» To do
Give back every record exactly as it reads.

- - -

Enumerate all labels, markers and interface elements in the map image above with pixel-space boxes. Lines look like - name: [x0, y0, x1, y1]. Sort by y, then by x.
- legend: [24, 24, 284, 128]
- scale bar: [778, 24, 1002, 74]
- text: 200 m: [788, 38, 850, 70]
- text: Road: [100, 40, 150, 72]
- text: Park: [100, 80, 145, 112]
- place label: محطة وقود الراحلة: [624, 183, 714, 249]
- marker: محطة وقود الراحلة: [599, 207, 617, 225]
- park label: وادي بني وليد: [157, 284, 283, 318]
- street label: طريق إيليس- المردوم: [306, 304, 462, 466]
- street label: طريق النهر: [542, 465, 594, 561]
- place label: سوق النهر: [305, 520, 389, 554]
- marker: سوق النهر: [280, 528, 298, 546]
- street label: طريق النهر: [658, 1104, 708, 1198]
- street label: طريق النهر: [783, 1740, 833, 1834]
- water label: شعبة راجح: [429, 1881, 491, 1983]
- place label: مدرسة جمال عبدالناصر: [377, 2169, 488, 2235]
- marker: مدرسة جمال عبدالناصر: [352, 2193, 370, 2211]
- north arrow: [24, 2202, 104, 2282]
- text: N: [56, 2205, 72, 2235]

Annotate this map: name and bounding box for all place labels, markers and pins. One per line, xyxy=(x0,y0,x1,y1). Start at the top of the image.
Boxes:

- - -

» Written answer
Enumerate all labels, markers and interface elements in the map image above with pixel-space boxes. Lines look like - name: [x0, y0, x1, y1]. Sort by y, then by x.
- legend: [24, 24, 284, 128]
- scale bar: [778, 24, 1002, 74]
- text: 200 m: [788, 38, 850, 70]
- text: Road: [100, 40, 150, 72]
- text: Park: [100, 80, 145, 112]
- place label: محطة وقود الراحلة: [624, 183, 714, 249]
- marker: محطة وقود الراحلة: [599, 207, 617, 225]
- park label: وادي بني وليد: [157, 284, 283, 318]
- street label: طريق إيليس- المردوم: [306, 304, 462, 466]
- street label: طريق النهر: [542, 465, 594, 561]
- place label: سوق النهر: [305, 520, 389, 554]
- marker: سوق النهر: [280, 528, 298, 546]
- street label: طريق النهر: [658, 1104, 708, 1198]
- street label: طريق النهر: [783, 1740, 833, 1834]
- water label: شعبة راجح: [429, 1881, 491, 1983]
- place label: مدرسة جمال عبدالناصر: [377, 2169, 488, 2235]
- marker: مدرسة جمال عبدالناصر: [352, 2193, 370, 2211]
- north arrow: [24, 2202, 104, 2282]
- text: N: [56, 2205, 72, 2235]

Annotate this map: name and bounding box for all place labels, markers and pins. One per line, xyxy=(x0,y0,x1,y1). Start at the top of the image.
Boxes:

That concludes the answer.